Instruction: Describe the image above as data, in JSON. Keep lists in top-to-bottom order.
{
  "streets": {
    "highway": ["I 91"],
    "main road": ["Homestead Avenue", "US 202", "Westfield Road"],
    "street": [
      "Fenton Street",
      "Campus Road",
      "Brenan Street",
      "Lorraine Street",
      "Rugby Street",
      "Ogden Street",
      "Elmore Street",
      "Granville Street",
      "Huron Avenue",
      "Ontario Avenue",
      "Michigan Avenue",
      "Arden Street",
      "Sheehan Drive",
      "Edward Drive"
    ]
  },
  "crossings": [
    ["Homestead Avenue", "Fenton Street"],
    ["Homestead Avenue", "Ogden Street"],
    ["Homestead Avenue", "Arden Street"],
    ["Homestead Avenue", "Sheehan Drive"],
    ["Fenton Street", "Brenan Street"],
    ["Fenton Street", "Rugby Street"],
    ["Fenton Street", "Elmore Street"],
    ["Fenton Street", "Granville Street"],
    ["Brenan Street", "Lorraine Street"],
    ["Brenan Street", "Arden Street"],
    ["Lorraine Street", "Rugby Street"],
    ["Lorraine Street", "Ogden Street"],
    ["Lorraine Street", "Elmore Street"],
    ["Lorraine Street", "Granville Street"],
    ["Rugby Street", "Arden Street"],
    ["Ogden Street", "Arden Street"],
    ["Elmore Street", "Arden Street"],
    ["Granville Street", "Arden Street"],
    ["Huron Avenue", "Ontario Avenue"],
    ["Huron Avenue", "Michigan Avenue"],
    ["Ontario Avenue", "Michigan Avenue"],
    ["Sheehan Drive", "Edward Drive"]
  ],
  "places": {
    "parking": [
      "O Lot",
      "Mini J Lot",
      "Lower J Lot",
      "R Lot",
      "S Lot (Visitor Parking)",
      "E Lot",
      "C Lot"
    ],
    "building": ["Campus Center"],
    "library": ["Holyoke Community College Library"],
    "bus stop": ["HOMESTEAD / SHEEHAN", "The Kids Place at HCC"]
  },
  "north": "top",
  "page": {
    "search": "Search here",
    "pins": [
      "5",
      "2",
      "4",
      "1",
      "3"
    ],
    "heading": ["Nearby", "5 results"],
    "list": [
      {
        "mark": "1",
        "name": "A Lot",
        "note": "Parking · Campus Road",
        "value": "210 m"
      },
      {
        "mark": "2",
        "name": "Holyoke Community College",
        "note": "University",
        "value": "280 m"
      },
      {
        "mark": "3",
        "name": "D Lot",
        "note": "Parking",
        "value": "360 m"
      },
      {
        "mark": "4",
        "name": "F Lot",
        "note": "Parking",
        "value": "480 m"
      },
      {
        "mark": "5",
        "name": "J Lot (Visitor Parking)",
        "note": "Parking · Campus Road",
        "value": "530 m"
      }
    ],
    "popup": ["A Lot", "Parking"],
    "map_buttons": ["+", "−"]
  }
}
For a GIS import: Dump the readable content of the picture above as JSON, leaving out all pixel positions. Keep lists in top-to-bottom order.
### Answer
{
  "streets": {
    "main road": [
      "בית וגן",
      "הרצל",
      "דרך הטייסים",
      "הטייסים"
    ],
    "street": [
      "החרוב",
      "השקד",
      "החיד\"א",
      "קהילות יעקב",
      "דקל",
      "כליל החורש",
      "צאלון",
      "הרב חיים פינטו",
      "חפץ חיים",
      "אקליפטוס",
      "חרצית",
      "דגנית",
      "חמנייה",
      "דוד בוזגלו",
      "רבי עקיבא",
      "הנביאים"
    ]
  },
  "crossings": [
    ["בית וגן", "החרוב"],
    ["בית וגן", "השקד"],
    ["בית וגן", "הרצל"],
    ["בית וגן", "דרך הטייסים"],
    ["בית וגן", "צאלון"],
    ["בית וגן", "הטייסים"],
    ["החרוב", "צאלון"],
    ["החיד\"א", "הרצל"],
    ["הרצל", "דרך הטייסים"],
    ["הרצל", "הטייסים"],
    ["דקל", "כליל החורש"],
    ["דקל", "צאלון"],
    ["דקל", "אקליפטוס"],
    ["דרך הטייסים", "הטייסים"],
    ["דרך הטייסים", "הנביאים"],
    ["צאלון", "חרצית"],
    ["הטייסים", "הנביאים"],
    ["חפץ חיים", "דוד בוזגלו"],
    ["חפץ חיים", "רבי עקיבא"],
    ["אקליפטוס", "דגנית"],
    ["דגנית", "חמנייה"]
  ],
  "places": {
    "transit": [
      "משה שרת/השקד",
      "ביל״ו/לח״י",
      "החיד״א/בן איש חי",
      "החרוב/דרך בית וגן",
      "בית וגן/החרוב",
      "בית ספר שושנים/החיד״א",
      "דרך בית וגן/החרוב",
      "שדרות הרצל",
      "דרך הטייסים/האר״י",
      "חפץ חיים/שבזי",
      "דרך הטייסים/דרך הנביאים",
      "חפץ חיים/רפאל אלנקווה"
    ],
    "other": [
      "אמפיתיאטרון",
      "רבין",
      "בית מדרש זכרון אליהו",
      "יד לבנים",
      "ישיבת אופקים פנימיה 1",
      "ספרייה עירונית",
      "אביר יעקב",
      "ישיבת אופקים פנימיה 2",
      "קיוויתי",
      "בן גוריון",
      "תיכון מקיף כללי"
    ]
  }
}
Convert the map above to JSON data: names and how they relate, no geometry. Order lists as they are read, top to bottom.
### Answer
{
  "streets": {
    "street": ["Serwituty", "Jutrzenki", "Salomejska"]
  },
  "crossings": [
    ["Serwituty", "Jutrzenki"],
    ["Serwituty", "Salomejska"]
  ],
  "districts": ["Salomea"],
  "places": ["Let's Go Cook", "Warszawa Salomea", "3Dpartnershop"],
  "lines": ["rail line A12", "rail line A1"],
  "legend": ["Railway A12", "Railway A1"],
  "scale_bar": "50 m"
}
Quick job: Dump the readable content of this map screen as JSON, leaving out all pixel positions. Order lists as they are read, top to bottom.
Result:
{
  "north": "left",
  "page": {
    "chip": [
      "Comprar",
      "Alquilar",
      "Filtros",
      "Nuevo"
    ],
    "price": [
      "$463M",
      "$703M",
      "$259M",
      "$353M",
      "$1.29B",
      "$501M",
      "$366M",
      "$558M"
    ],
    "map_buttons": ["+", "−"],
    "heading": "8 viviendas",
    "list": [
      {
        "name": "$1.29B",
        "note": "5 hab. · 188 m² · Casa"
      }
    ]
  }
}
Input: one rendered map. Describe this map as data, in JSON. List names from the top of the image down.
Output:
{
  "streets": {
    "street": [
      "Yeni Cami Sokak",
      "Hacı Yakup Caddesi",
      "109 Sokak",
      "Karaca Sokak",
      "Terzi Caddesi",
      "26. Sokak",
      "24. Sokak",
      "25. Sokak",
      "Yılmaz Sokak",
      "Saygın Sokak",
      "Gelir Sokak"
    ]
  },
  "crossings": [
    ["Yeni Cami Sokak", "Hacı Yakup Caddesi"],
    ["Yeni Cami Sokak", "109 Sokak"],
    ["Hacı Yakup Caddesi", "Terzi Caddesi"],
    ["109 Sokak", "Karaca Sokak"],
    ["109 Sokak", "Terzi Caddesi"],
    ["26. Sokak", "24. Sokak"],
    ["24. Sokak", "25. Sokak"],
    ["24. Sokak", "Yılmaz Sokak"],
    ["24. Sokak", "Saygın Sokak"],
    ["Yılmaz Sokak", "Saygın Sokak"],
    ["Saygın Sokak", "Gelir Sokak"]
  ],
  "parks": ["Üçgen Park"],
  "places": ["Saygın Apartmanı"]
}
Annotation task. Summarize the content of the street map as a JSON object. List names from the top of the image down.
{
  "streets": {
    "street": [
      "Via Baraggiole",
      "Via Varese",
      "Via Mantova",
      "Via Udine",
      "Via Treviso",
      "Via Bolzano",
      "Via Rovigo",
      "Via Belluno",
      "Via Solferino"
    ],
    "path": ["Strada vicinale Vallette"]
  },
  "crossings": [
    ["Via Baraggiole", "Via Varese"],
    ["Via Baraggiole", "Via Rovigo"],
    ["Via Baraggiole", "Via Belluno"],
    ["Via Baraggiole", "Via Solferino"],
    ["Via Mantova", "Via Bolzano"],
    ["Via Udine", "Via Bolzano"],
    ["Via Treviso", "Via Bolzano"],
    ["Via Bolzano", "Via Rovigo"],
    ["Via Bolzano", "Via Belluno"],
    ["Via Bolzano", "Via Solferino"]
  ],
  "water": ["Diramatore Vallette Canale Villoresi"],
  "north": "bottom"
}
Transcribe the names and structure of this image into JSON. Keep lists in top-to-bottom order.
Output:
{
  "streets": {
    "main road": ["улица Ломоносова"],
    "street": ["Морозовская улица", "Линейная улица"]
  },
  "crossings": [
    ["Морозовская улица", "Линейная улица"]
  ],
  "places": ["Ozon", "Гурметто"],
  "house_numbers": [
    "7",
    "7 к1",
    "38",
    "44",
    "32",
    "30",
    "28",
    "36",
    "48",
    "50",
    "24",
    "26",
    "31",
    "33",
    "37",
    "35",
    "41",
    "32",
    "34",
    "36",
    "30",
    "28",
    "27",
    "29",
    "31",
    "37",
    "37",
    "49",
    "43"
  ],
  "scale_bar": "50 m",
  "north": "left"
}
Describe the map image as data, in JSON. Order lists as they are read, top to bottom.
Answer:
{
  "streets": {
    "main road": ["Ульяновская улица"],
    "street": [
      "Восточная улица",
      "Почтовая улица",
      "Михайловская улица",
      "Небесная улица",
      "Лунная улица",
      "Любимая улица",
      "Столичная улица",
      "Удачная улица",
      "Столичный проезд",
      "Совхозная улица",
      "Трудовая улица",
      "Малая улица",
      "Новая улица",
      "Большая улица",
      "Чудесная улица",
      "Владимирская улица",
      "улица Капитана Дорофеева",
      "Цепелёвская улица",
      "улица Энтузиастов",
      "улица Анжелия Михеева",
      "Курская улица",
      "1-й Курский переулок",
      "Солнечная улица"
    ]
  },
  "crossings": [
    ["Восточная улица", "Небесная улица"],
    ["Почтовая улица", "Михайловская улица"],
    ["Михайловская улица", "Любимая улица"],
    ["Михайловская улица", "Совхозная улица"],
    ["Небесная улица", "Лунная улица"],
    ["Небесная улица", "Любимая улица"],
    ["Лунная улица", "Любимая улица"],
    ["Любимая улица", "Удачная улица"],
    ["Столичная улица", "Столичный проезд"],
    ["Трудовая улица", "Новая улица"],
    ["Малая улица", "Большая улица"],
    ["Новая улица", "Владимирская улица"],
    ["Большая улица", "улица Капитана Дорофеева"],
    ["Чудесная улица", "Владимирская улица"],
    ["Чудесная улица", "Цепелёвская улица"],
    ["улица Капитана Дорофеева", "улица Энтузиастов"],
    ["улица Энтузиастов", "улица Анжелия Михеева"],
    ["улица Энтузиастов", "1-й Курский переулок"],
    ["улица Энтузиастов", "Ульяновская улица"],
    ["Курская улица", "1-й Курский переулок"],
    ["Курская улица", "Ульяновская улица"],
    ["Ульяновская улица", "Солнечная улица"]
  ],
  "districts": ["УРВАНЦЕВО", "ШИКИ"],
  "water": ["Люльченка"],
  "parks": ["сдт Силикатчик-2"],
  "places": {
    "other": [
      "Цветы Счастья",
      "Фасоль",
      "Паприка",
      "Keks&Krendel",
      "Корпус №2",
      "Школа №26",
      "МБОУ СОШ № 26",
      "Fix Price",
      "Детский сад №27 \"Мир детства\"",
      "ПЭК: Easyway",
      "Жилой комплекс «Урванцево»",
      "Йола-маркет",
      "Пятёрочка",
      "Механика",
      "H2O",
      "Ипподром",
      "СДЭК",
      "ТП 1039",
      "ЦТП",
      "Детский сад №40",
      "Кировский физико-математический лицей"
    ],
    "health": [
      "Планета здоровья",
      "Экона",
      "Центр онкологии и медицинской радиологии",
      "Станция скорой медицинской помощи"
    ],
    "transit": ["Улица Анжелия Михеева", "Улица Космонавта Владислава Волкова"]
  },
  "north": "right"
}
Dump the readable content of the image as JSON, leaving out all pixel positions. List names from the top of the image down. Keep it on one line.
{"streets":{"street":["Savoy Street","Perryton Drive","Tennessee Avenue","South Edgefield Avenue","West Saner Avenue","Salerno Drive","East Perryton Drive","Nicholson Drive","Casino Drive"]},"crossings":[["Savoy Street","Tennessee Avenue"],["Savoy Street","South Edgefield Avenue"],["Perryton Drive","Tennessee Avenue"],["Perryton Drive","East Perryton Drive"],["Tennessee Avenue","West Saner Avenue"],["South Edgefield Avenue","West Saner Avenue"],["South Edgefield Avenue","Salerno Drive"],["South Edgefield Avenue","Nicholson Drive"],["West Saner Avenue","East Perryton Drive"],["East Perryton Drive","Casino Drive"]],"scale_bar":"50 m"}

> **Your objective**
Find the string "water" in the material above, and report every line where it occurs.

> **Output below**
  "water": ["Diramatore Vallette Canale Villoresi"],
  "water": ["Люльченка"],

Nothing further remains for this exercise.